### WHAT TO PRODUCE
Copy all lines in the material holding the string "JSON".

= = = = = = =

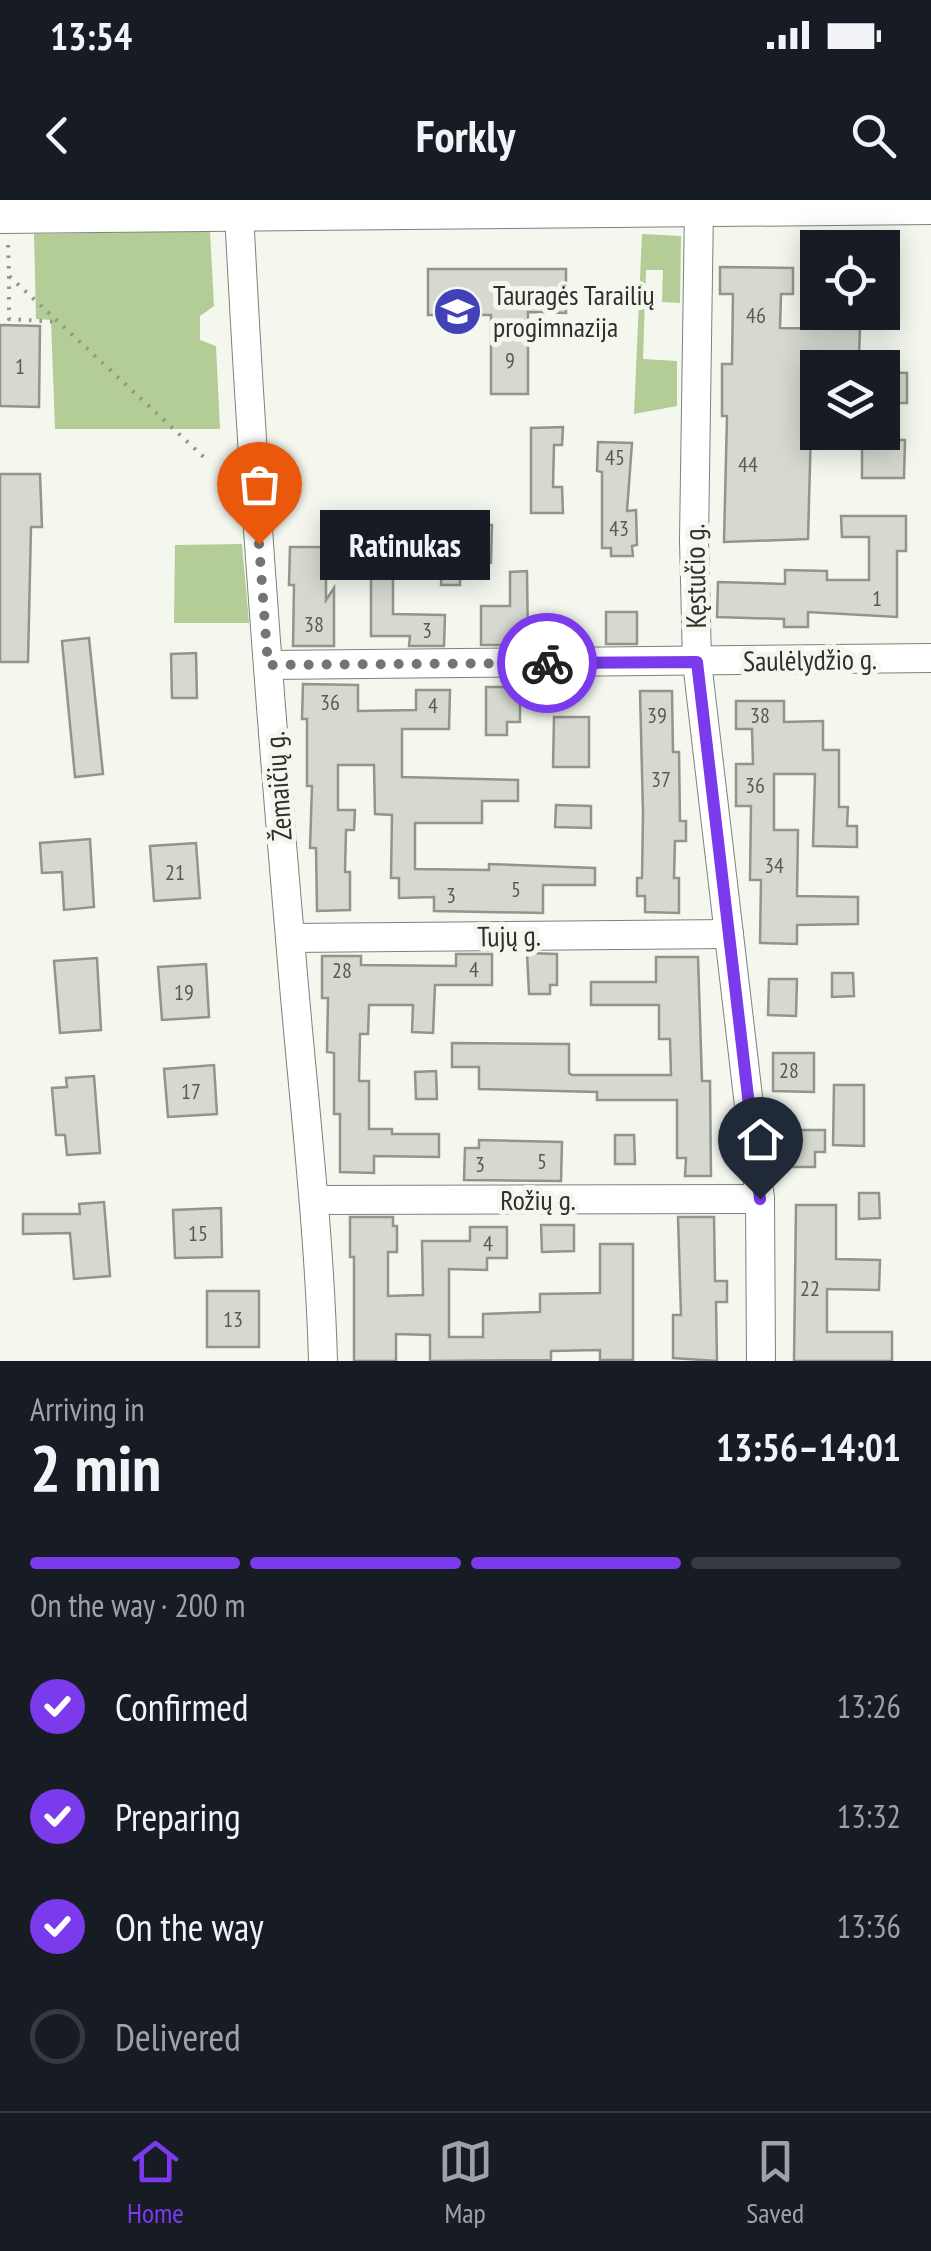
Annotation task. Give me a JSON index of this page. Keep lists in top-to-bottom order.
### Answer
{
  "streets": {
    "street": [
      "Kęstučio g.",
      "Saulėlydžio g.",
      "Žemaičių g.",
      "Tujų g.",
      "Rožių g."
    ]
  },
  "crossings": [
    ["Kęstučio g.", "Saulėlydžio g."],
    ["Kęstučio g.", "Tujų g."],
    ["Kęstučio g.", "Rožių g."],
    ["Saulėlydžio g.", "Žemaičių g."],
    ["Žemaičių g.", "Tujų g."],
    ["Žemaičių g.", "Rožių g."]
  ],
  "places": {
    "school or university": ["Tauragės Tarailių progimnazija"],
    "other": ["Ratinukas"]
  },
  "house_numbers": [
    "46",
    "9",
    "1",
    "45",
    "44",
    "43",
    "1",
    "38",
    "3",
    "36",
    "4",
    "39",
    "38",
    "37",
    "36",
    "34",
    "21",
    "5",
    "3",
    "4",
    "28",
    "19",
    "28",
    "17",
    "5",
    "3",
    "15",
    "4",
    "22",
    "13"
  ],
  "page": {
    "status": "13:54",
    "header": "Forkly",
    "bubble": "Ratinukas",
    "heading": ["2 min", "Arriving in", "13:56–14:01"],
    "bar": "On the way · 200 m",
    "list": [
      ["Confirmed", "13:26"],
      ["Preparing", "13:32"],
      ["On the way", "13:36"],
      "Delivered"
    ],
    "tabs": ["Home", "Map", "Saved"]
  }
}
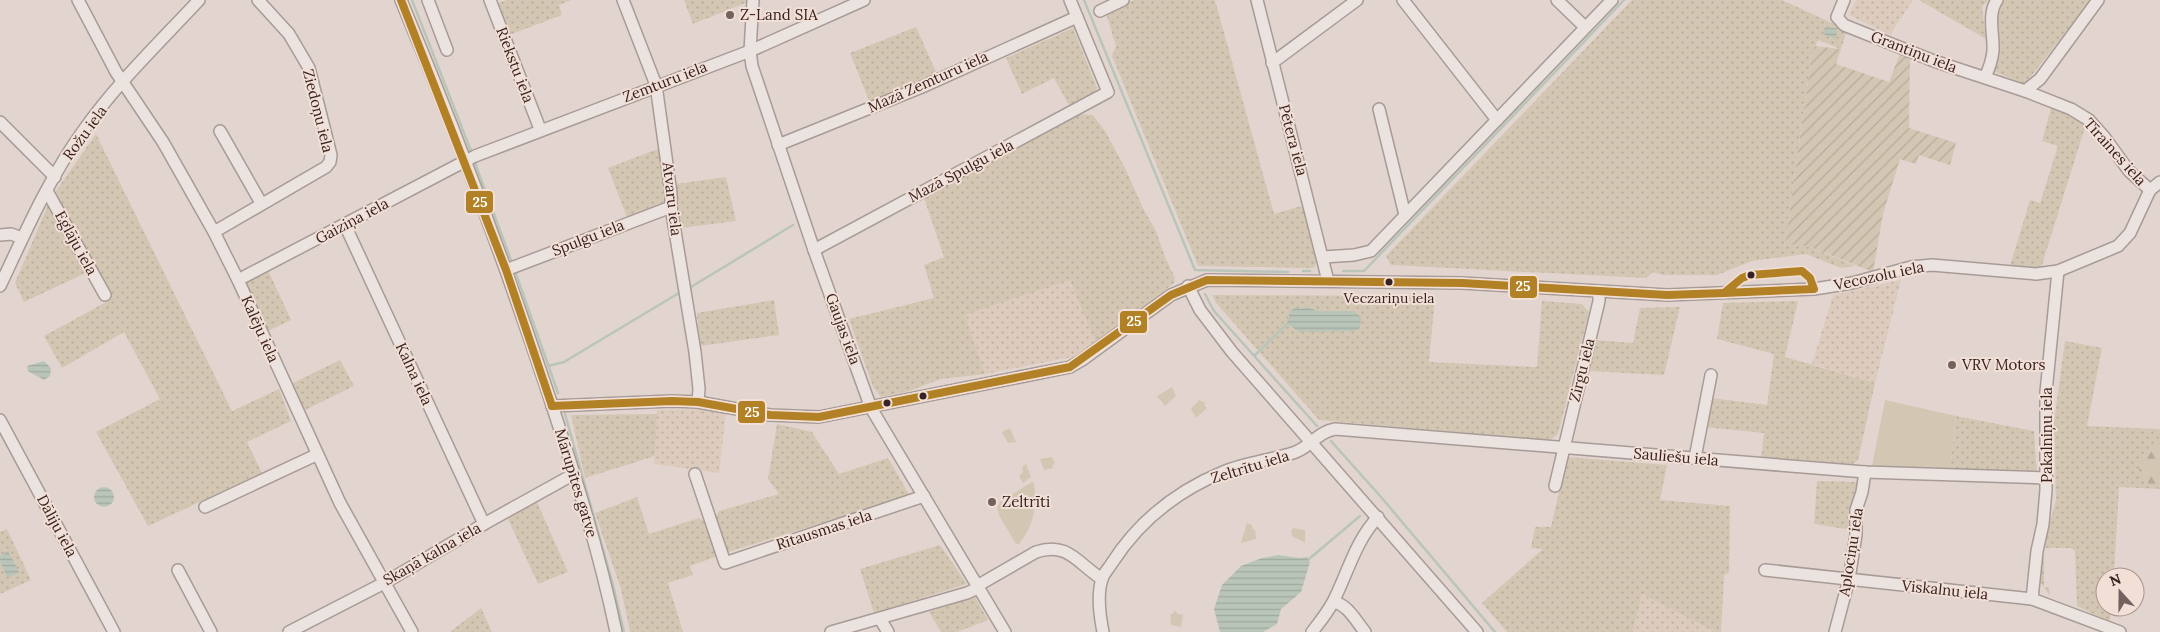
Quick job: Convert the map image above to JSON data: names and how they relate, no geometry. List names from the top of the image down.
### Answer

= = = = = = =

### EXERCISE RESULT
Annotation task. Give me a JSON index of this page. Keep lists in top-to-bottom order.
Quick job: Convert the map image above to JSON data: names and how they relate, no geometry. List names from the top of the image down.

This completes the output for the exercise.